What is Terrorist Financing?

What is terrorist financing? Terrorist financing, as a concept, is concerned with the provision of funding or resources to proscribed terrorist organisations.  The devil, however, is in the detail, e.g.:
  • There is no internationally agreed upon definition of terrorism with different jurisdictions disagreeing with which organisations are deemed to be terrorist in nature.
  • Terrorist financing does not just refer to money.  Resources such as equipment, shelter or identification documents can also be captured within the terrorist financing umbrella.
  • The funding or resources do not have to be allocated to a specific act or terrorism e.g. the organisation could use them to provide health care for dependents of terrorist fighters.
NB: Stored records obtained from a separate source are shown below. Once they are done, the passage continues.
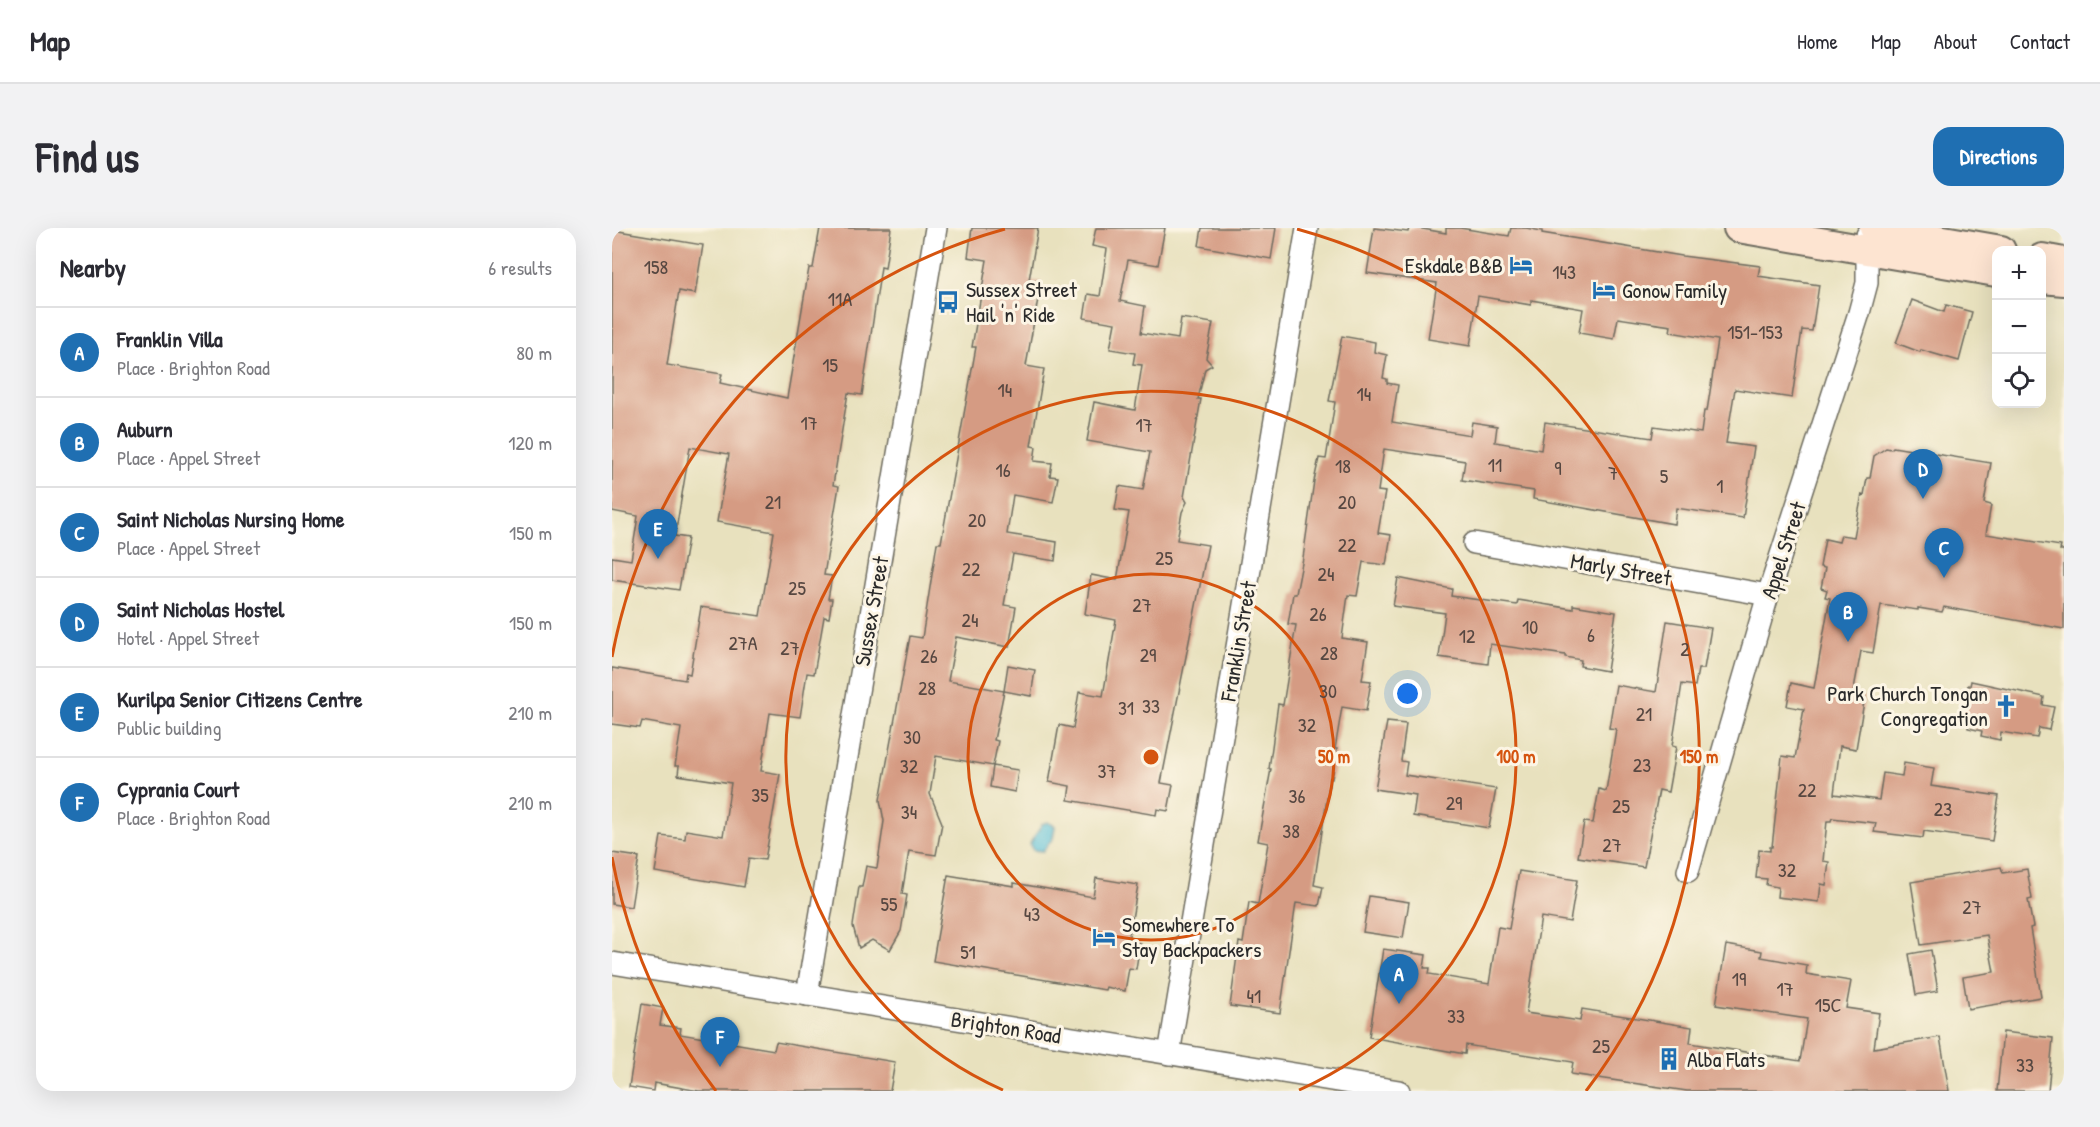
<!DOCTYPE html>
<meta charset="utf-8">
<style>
body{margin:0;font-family:"Patrick Hand",sans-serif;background:#f2f2f3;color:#2b2b33}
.controls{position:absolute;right:18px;top:18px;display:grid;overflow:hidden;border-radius:12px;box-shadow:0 6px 24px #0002}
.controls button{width:54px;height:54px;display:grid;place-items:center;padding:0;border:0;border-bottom:2px solid #e1e1e2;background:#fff;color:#2b2b33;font:30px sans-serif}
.you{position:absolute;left:796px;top:466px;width:21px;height:21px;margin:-15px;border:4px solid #fff;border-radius:50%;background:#1a73e8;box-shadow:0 0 0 9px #1a73e833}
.badge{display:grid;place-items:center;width:39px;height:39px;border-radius:50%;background:#1f6fb2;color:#fff;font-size:20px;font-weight:700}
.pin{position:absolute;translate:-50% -50px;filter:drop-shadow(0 2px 3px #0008)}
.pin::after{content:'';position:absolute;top:32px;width:21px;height:18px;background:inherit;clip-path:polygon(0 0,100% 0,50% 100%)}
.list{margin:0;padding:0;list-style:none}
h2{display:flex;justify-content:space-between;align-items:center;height:78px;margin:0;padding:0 24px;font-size:26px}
h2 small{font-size:20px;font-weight:400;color:#7c7c81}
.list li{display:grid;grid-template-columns:39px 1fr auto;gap:18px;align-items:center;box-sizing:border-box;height:90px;padding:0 24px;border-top:2px solid #e1e1e2}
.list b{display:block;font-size:22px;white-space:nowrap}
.list p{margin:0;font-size:20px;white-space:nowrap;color:#7c7c81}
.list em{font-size:20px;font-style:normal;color:#7c7c81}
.icon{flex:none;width:33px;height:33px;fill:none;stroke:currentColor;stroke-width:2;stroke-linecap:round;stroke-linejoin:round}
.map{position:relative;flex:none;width:1452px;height:863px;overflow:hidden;border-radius:18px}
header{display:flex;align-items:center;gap:36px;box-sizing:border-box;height:84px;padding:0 30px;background:#fff;border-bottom:2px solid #e1e1e2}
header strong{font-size:28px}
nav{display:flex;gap:33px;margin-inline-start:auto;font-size:21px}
.intro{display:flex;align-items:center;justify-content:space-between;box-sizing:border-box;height:144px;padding:0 36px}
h1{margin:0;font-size:42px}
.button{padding:15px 27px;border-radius:18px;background:#1f6fb2;color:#fff;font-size:21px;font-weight:700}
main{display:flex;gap:36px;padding:0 36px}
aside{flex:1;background:#fff;border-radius:18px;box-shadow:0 6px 24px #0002}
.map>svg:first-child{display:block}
</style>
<header>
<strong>Map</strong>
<nav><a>Home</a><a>Map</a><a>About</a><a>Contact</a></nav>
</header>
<div class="intro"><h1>Find us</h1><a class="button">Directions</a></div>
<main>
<aside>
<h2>Nearby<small>6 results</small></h2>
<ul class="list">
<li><span class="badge">A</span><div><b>Franklin Villa</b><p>Place · Brighton Road</p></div><em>80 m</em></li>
<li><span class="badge">B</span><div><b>Auburn</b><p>Place · Appel Street</p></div><em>120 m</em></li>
<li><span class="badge">C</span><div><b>Saint Nicholas Nursing Home</b><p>Place · Appel Street</p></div><em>150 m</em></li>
<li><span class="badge">D</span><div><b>Saint Nicholas Hostel</b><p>Hotel · Appel Street</p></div><em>150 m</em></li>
<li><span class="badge">E</span><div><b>Kurilpa Senior Citizens Centre</b><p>Public building</p></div><em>210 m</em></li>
<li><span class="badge">F</span><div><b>Cyprania Court</b><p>Place · Brighton Road</p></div><em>210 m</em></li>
</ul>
</aside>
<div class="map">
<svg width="1452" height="863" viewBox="0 0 1452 863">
<rect width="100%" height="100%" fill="#fcf5e5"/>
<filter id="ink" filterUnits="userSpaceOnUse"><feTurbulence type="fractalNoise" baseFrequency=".0167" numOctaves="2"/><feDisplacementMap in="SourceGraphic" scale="12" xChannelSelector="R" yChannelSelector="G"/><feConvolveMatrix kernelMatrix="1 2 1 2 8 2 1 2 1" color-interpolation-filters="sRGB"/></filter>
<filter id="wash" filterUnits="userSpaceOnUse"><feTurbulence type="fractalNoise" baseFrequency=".008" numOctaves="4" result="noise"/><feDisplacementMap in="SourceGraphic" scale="24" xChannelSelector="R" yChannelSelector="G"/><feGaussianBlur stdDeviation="1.35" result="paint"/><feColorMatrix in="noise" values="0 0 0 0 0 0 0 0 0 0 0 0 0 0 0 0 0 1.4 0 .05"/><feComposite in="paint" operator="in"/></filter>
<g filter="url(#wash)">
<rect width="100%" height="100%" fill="#e8e1be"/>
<path fill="#5bc1d8" stroke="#437682" stroke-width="1.5" d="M435,594l8,4 -2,12 -10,13 -10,-1 -3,-5 1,-3 11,-18z"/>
<g id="blocks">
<g fill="#d59b83">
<path d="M208,0h71l-6,40 -4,-1 -19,128 -14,-2 -15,92 6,1 -15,89 8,1 -4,23h4l-3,19 -5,-1 -10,57 -7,-1 -7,44 -30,-4 -9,58 19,3 -15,86 -16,-2 -5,29 -89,-15 6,-36 24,3 1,-9 37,6 8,-53 -53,-8 1,-9h-4l6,-38 -39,-7 -2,7 -28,-4v-56l73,12 1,-7 4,1 11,-67 59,9 14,-84 -57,-10 12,-68 -39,-7 -15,89 13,2 -9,52 -67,-10v-23l19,3 7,-44 -26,-5v-281l91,15 -8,49 -16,-3 -12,74 55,9 -2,9 67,15 22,-130h4z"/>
<path d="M360,0h66l-9,52 12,2 -15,84 18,3 -13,77 5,1 -2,14 18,2 -2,13 8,1 -5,25 -40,-7 -6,39 50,8 -2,19 -42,-7 -9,51 12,2 -7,40 -53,-10 -8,44 56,10 -10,49 4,1 -5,25 -57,-10 -6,38 12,29 -6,32 -27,-4 -7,43 5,1 -6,36 -11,19 -18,-10 -13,8 -6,-22 6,-39h3l4,-21 11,2 7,-47 -4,-21 30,-164 12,2 15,-95h4l35,-196h-4l15,-87 -19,-3z"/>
<path d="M484,0h69l-7,37 -30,-5 -8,41 25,5 -4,27 37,6 3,-21 32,5 -7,35 6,7 -7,4 -7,30h3l-17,98 3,5 -5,10 -5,28 31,5 -47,238 12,2 -5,26 -11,-2 -1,6 -88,-15 2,-14 -21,-4 10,-57 14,3 6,-36 24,4 13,-76 -31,-6 6,-39 26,5 12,-68 -14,-2 4,-24 24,4 7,-38 -63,-11 7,-39 41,8 7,-45 -9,-1 2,-11 -25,-4 5,-26 -31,-5 4,-24 12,2 7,-47 -15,-3z"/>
<path d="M590,0h74l-5,31 -72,-13z"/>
<path d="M762,0l34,4 1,-4h8l29,5v-5h14l49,8 2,-8h15l16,3v2l140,23 78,10 -2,10 61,9 -7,46 -10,-1 -10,68 -57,-9 -9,54 28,4 -11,71 -67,-10 -2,16 -141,-25 1,-8 -72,-11 3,-19 -81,-12 -6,42 7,1 -7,41 13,2 -5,30 -23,-3 -6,34 -9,-1 -6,43 26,4 -6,38 9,1 -5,30 -24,-4 -7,42h2l-5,30 -2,-1 -16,107 9,2 -4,19 -23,-3 -16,110 -50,-7 9,-64 4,1 6,-41 9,2 10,-61 -10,-2 13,-72h-2l9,-65 5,1 13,-80 -8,-1 5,-30h3l7,-36 11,-77 5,-23 7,1 9,-57 -6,-1 13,-65 33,6 -1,10 13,3 -4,23 4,1v4l11,2 -6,37 78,13 2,-13 25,4 -2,16 46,8 4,-28 107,16 2,-12 47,7 3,-22h3l11,-71 -48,-8 1,-6 -53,-8 -4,21 -35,-6 4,-24 -52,-9v5l-53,-9 -8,50 -42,-7 9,-56 -70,-10z"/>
<path d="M1300,72l32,12 2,-7 26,7 -13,49 -38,-11 -1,2 -24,-9z"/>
<path d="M1281,219l98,16 -7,40 7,2 -5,29 75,12 -1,4h4v79l-120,-22 -2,5 -24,-4v2l-37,-5 -8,48 -12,-2 -8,43 12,2 -9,53 -16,-3 -6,48 45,6 4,-27 19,3 2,-13 30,5 -3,18 68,10 -7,45 -68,-10 -1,7 -49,-6 2,-9 -44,-5 -1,3h-4l-4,40 6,1 -3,23 -5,-1 -2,18 -42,-5 1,-10 -12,-2 1,-6 -11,-1 3,-28 11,1v-4h2l10,-91 13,2 9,-49 -17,-3 4,-23 23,5 16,-90 -5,-1 2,-7 -6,-2 4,-20 -5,-1 5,-28 14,3 2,-7 13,2 8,-43 2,1 3,-17h3l4,-22 12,-8 5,1z"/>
<path d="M786,350l54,11 -1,7 66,9 1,-5 55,9v-4l43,7 -9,59 -27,-5 1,-6 -16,-3v-2l-75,-11 -2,20 -49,-7 6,-44 -52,-7z"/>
<path d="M1055,393l44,7 -7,41h-6l-3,17 -13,-2 -10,62 4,1 -8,45 -9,-2 -15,77 -66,-10 6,-35 9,1 6,-34 7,2 10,-62 -7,-1 7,-43 40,7z"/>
<path d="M396,437l27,5 -4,26 -27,-5z"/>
<path d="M1359,453l73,16 -1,8 11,2 -5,23 -10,-2 -2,10 -36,-6 -1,8 -19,-4 1,-5 -14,-3v-5l-7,-1 7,-37 2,1z"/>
<path d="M775,494l19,2 -5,37 6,1 -2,13 91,14 -7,39 -76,-12 3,-21 -41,-6z"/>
<path d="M381,538l25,4 -3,22 -25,-5z"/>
<path d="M0,625l27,4 -8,50 -19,-3z"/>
<path d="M1389,639l2,6 24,-4 5,30 -4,1 5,27 -3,1 11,69 -73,12 -5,-32 31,-5 -7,-37 -66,10 -10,-63z"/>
<path d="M907,643l58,9 -7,42 -29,-5 -15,96 54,8 2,-12 110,18 -2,16 110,18 7,-42 -91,-14 10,-60 36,6 -1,6 46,8 -1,9 45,7 -5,27 33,5 -5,35 66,-11 9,54h-262l-116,-17 2,-12 -107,-17 -1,9 -96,-17 14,-88 43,6 -2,13h6l-1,6 60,10 9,-57 11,2z"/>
<path d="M336,647l66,11v-3l79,14 3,-19 42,7 -10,56 12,2 -4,26 -7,-1 -4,23 -19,-4 -1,3 -172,-29z"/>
<path d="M757,668l40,6 -6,36 -40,-6z"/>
<path d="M1319,722l7,41 -22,4 -7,-41z"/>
<path d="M30,776l21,4 -3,17 21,3 -1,6 94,16 2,-8 119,20 -5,29h-191l-45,-8 -1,8 -24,-4z"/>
<path d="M1391,804l50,6 -5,53h-51z"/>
</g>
</g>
</g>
<g filter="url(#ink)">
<use href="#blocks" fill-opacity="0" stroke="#6d6b5e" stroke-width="1.5"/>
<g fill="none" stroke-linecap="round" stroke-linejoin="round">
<g stroke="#6d6b5e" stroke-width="24">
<g id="minor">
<path d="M862,315l294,52"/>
<path d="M1076,643l80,-276 91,-282 8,-30v-48"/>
<path d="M0,735l787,128"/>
<path d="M195,767l129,-767"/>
<path d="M557,826l138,-826"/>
</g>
</g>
<g stroke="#6d6b5e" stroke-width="32">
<g id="secondary">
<path d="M1126,0l258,44"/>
<path d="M1262,0l127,22"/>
<path d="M1430,30l22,4"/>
<path d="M1430,51l22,2"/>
</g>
</g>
<use href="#minor" stroke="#fff" stroke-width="21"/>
<use href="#secondary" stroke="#fde4d1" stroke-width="28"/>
</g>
</g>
<g fill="none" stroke="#d5540f" stroke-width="3">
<circle cx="539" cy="529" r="183"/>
<path d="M391 862A365 365 0 1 1 687 862"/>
<path d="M104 863A548 548 0 0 1 0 629M0 429A548 548 0 0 1 393 1M685 1A548 548 0 0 1 974 863"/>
</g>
<defs>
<g id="hotel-bare" transform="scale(1.8)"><path d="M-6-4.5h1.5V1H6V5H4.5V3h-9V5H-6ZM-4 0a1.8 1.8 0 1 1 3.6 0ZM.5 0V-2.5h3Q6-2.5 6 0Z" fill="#1f6fb2" stroke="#fcf5e5" stroke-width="2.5" paint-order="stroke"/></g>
<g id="bus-bare" transform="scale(1.8)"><path d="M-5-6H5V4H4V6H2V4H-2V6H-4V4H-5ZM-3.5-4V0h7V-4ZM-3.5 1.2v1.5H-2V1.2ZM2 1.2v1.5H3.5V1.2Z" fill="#1f6fb2" stroke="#fcf5e5" stroke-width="2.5" paint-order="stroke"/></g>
<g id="church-bare" transform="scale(1.8)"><path d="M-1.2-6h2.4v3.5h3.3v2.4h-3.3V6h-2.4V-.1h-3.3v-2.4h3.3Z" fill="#1f6fb2" stroke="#fcf5e5" stroke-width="2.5" paint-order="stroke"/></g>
<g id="building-bare" transform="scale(1.8)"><path d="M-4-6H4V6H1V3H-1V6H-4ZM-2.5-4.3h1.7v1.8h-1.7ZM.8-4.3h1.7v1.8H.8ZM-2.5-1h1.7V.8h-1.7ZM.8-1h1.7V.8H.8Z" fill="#1f6fb2" stroke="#fcf5e5" stroke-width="2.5" paint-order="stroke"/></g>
</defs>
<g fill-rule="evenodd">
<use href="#hotel-bare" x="909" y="37"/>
<use href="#hotel-bare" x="992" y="62"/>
<use href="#bus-bare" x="336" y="74"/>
<use href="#church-bare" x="1394" y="478"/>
<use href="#hotel-bare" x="492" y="709"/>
<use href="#building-bare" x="1057" y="831"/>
</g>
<g text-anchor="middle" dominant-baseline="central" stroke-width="6" stroke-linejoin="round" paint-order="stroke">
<g font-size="20" fill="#564741">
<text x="44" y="38">158</text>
<text x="952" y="43">143</text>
<text x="228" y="70">11A</text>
<text x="1143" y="103">151-153</text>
<text x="218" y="136">15</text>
<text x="393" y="161">14</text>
<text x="752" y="165">14</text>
<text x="197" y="194">17</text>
<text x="532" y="196">17</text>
<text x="883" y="236">11</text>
<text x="731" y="237">18</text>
<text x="946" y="239">9</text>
<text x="391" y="241">16</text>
<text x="1001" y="244">7</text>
<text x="1052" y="247">5</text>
<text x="1108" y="257">1</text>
<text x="161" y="273">21</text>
<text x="735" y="273">20</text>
<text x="365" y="291">20</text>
<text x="735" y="316">22</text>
<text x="552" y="329">25</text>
<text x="359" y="340">22</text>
<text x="714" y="345">24</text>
<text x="185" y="359">25</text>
<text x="530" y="376">27</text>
<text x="706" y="385">26</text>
<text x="358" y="391">24</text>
<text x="918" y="398">10</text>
<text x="979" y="406">6</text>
<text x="855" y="407">12</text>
<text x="131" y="414">27A</text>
<text x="178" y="419">27</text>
<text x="1073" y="420">2</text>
<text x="717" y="424">28</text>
<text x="536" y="426">29</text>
<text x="317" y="427">26</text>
<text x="315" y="459">28</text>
<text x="716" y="462">30</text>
<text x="539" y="477">33</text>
<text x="514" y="479">31</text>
<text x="1032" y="485">21</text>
<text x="695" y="496">32</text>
<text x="300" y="508">30</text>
<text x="1030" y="536">23</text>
<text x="297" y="537">32</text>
<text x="495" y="542">37</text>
<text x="1195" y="561">22</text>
<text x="148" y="566">35</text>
<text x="685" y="567">36</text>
<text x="842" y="574">29</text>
<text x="1009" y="577">25</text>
<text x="1331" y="580">23</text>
<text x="297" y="583">34</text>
<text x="679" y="602">38</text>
<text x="1000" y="616">27</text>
<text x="1175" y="641">32</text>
<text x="277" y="675">55</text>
<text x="1360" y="678">27</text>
<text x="420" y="685">43</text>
<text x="356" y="723">51</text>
<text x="1127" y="750">19</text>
<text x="1173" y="760">17</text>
<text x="642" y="767">41</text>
<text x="1216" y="776">15C</text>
<text x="844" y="787">33</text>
<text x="989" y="817">25</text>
<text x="1413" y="836">33</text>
</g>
<g font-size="22" fill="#2b2b2b" stroke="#fcf5e5" text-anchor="start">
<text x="891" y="37" text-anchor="end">Eskdale B&amp;B</text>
<text x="354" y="61">Sussex Street<tspan x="354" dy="25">Hail 'n' Ride</tspan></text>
<text x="1010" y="62">Gonow Family</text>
<text x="1376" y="465" text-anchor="end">Park Church Tongan<tspan x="1376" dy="25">Congregation</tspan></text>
<text x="510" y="696">Somewhere To<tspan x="510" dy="25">Stay Backpackers</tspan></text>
<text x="1075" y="831">Alba Flats</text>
</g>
<g font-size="22" fill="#2b2b2b" stroke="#fcf5e5">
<text transform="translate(1171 322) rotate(-72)">Appel Street</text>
<text transform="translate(1009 341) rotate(10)">Marly Street</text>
<text transform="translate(259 383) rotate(-80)">Sussex Street</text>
<text transform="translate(626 413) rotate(-80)">Franklin Street</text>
<text transform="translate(394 799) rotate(9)">Brighton Road</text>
</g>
</g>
<circle cx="539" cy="529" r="9" fill="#d5540f" stroke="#fcf5e5" stroke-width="3"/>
<g font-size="18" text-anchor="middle" font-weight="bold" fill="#d5540f" stroke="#fcf5e5" stroke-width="6" stroke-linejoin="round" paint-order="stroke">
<text x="722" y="535">50 m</text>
<text x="904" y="535">100 m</text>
<text x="1087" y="535">150 m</text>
</g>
</svg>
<div class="controls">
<button>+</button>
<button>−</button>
<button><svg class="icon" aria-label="locate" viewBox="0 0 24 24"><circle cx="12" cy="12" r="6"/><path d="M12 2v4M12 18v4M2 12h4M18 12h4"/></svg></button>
</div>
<div class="you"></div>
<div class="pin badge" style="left:787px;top:776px">A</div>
<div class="pin badge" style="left:1236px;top:414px">B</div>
<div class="pin badge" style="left:1332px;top:350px">C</div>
<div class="pin badge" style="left:1311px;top:271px">D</div>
<div class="pin badge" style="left:46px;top:331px">E</div>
<div class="pin badge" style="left:108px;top:839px">F</div>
</div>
</main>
As with other types of financial crime, terrorist financing continues to evolve.  Once described as ‘money laundering’ in reverse with a staged process (generation, aggregation, transfer, end use) ascribed to it; as with money laundering, terrorist financing is not that simplistic. To complicate matters further, terrorist financing can often look and smell like money laundering as financiers use many of the same methods and mechanisms to move value and hide its origin or ultimate destination (such as shell companies, complex structure, nominees or proxies) or, conversely, terrorist financing, and specifically resourcing, might not be detectable at all. Raising funds Funds can be raised from legitimate or criminal enterprise.  Historically, funds have been raised via charitable donations – either overtly from donations made by the donor who knows that the funding is going to support terrorist activity or covertly where the trust and generosity of donors is abused, and funds are funnelled away from legitimate charity work. Increasingly, terrorist groups have been identified as engaging in criminal enterprises such as the sale of weapons or narcotics to provide a steady source of illicit income, alongside looting, extortion, kidnap for ransom and the sale of stolen artefacts or commandeered commodities. Lone actors, also known as ‘lone wolfs’, and smaller groups and cells of disaffected individuals have also been known to raise funds by taking out loans or credit cards or by fraudulently claiming state social benefits. When it comes to raising funds, terrorist organisations, or lone actors representing them, are limited only by their imagination in what is an ever-evolving digital world. This new age of technology and social connectivity has provided a new pool of funding from methods that include crowd funding and simple appeals to sympathisers to pay using prepaid cards, international payment systems and more recently using cryptocurrencies. The challenge for compliance practitioners and front office staff is to learn more about these typologies and keep abreast of new and as yet unreported newer sources of finance. Value Transfer A key concept to consider when addressing the question of ‘what is terrorist financing’ is that ‘value’ can be made available to using financial and non-financial means.  There are many mechanisms by which ‘money’ can be collected and sent, e.g.:
  • Wire transfers
  • Prepaid cards
  • Physical cash
  • Cryptocurrencies
Equally however, value can be provided in the form of goods and services which can be sold to generate funding. Some of this value can be transferred through the unregulated sector, sometimes referred to as the ‘Hawaladars’, whilst there is increasing evidence to prove that value is also moving across international borders through the abuse of international trade and documentary trade finance. Case examples include designated terrorist groups ‘taxing’ exports of charcoal from Somalia, or through the importation of goods in to West Africa. Of course, the most simple and effective way of moving value to a terrorist is to purchase commodities in one jurisdiction and send these in a container for sale in another jurisdiction, with no invoice being submitted by the exporter to the importer. No paperwork, no payments between banks and limited scrutiny by any third parties! The challenge Often the poor partner and subject of training behind money laundering, there is an opportunity for compliance practitioners and relevant front office staff to enhance their personal performance and contribution to detecting and disrupting terrorist financing by:
  1. Taking steps to understand more about what we mean by terrorist financing and terrorist resourcing (
  2. Developing personal skills and awareness of the risk indicators that may indicate terrorist financing and resourcing,
  3. Analysing terrorist financing in a more modern way, recognising that the sources include many different criminal and non-criminal sources, and challenging pre-conceived ideas
  4. Including commodities, international trade and goods that have a dual-use ad purpose in the risk assessment of what terrorists require to commit their crimes and atrocities.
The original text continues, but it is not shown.